• Exercise description: Your answer should be one number: how many lines below hold the word "nowrap".
Listed records Block Start
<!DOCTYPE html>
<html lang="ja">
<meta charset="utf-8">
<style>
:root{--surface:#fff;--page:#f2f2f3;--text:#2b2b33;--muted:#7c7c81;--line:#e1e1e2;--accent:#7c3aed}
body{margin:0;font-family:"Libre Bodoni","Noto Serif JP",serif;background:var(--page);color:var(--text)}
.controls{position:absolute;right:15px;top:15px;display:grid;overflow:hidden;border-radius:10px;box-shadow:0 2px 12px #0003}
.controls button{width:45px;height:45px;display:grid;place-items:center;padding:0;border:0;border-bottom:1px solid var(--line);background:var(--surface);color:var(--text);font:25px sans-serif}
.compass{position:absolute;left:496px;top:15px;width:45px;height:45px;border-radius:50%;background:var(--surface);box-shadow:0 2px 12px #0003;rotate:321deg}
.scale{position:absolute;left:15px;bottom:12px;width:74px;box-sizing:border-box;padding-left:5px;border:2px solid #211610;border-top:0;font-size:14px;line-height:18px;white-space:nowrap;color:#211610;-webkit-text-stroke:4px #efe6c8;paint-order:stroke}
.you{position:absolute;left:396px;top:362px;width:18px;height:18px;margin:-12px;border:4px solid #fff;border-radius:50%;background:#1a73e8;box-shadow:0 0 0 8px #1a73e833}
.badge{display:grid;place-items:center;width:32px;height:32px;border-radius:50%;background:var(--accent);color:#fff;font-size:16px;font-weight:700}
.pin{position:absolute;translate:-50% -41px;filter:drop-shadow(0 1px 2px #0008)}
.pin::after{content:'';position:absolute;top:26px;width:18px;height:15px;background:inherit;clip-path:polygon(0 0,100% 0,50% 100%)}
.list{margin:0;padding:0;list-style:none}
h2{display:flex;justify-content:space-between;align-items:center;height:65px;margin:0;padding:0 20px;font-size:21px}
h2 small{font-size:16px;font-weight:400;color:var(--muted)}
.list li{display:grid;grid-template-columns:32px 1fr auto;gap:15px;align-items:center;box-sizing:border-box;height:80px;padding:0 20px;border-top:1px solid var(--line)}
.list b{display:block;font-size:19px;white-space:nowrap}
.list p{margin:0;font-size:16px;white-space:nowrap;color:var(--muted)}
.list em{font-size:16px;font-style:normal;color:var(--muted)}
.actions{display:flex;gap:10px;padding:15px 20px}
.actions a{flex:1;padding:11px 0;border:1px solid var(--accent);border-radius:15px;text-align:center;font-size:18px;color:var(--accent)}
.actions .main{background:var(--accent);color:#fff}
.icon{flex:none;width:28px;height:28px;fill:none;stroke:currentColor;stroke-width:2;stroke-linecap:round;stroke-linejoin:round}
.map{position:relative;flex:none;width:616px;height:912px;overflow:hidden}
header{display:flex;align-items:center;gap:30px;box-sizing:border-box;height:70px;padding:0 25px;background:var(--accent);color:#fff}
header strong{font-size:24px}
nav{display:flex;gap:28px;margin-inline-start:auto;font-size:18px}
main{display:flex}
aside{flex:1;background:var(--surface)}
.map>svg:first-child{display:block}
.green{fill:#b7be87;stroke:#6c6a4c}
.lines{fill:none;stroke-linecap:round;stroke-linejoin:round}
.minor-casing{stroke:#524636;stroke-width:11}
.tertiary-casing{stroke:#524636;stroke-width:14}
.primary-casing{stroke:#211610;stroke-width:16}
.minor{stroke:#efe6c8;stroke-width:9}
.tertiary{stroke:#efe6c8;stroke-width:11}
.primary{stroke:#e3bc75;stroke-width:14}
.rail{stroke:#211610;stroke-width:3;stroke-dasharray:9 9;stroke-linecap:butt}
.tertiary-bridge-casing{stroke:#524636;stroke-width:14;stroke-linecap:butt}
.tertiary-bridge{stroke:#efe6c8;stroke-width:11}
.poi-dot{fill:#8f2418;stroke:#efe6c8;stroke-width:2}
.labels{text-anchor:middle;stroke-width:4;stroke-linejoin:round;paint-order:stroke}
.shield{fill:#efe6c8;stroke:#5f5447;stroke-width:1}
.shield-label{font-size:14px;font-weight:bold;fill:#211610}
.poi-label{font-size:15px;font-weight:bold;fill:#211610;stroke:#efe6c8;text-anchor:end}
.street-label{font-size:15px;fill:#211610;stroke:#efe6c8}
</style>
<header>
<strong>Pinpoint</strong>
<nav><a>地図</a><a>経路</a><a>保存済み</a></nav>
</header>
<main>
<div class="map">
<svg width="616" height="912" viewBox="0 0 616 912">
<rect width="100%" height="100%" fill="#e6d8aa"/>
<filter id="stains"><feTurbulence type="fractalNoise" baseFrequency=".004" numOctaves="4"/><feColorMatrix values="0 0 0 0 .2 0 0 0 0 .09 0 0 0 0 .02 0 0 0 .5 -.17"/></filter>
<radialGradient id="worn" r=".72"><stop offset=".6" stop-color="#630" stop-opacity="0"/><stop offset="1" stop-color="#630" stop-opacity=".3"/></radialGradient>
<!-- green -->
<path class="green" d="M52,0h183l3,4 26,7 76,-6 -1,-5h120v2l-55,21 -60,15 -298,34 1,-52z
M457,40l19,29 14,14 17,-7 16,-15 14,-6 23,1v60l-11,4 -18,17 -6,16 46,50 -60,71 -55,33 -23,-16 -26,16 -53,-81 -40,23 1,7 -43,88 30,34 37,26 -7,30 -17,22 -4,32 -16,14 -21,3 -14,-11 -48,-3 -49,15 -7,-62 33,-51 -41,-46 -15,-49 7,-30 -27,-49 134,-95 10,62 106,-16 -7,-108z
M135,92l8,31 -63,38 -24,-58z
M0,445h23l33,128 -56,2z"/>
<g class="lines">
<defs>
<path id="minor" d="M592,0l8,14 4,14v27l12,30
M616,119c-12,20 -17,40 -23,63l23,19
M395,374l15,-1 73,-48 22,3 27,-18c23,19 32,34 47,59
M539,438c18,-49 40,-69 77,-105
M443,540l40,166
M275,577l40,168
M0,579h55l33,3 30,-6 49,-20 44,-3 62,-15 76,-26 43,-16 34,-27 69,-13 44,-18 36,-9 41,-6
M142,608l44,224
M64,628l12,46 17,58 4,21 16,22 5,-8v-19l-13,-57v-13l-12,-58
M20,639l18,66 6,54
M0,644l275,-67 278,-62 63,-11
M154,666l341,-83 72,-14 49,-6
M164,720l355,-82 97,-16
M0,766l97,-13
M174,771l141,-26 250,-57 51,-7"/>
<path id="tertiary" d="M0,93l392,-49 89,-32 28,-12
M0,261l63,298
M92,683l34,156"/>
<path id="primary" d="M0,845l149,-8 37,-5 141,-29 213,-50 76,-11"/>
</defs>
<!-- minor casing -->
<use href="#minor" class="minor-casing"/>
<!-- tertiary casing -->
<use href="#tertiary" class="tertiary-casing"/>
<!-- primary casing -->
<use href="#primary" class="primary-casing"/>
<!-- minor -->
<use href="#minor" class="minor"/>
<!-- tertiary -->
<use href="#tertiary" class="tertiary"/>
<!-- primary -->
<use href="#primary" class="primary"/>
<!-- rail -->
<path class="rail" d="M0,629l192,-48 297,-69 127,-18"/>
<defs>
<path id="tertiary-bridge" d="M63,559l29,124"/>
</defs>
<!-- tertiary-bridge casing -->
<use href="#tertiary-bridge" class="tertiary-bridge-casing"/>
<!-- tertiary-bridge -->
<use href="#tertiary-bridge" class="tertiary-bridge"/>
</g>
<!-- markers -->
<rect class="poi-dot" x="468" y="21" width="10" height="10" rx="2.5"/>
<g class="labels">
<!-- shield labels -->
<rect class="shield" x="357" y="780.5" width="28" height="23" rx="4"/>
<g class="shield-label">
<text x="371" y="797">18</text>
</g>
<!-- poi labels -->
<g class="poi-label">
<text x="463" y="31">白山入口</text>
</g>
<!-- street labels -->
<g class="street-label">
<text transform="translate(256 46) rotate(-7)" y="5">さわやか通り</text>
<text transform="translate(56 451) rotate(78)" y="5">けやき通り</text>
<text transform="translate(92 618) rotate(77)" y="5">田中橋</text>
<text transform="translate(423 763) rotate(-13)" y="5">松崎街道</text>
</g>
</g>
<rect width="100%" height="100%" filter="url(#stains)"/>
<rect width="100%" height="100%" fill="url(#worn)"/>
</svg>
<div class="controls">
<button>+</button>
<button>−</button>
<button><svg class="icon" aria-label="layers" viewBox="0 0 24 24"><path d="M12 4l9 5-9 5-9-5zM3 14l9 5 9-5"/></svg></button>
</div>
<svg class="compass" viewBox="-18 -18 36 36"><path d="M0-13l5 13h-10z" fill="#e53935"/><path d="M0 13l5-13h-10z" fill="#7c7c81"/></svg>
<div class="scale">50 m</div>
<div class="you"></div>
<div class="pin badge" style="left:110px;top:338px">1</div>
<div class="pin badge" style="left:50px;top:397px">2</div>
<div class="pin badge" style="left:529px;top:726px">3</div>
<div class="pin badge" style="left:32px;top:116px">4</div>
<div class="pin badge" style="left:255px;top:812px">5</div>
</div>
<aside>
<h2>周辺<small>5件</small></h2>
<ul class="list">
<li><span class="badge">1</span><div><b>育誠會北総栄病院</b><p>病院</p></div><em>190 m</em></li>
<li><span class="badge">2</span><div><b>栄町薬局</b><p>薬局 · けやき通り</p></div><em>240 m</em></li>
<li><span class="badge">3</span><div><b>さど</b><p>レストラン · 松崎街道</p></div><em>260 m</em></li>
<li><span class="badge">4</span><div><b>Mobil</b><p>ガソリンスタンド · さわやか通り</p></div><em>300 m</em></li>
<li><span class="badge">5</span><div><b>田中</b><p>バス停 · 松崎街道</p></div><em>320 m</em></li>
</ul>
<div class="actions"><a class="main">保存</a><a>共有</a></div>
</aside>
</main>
Listed records Block End
• Exercise answer: 3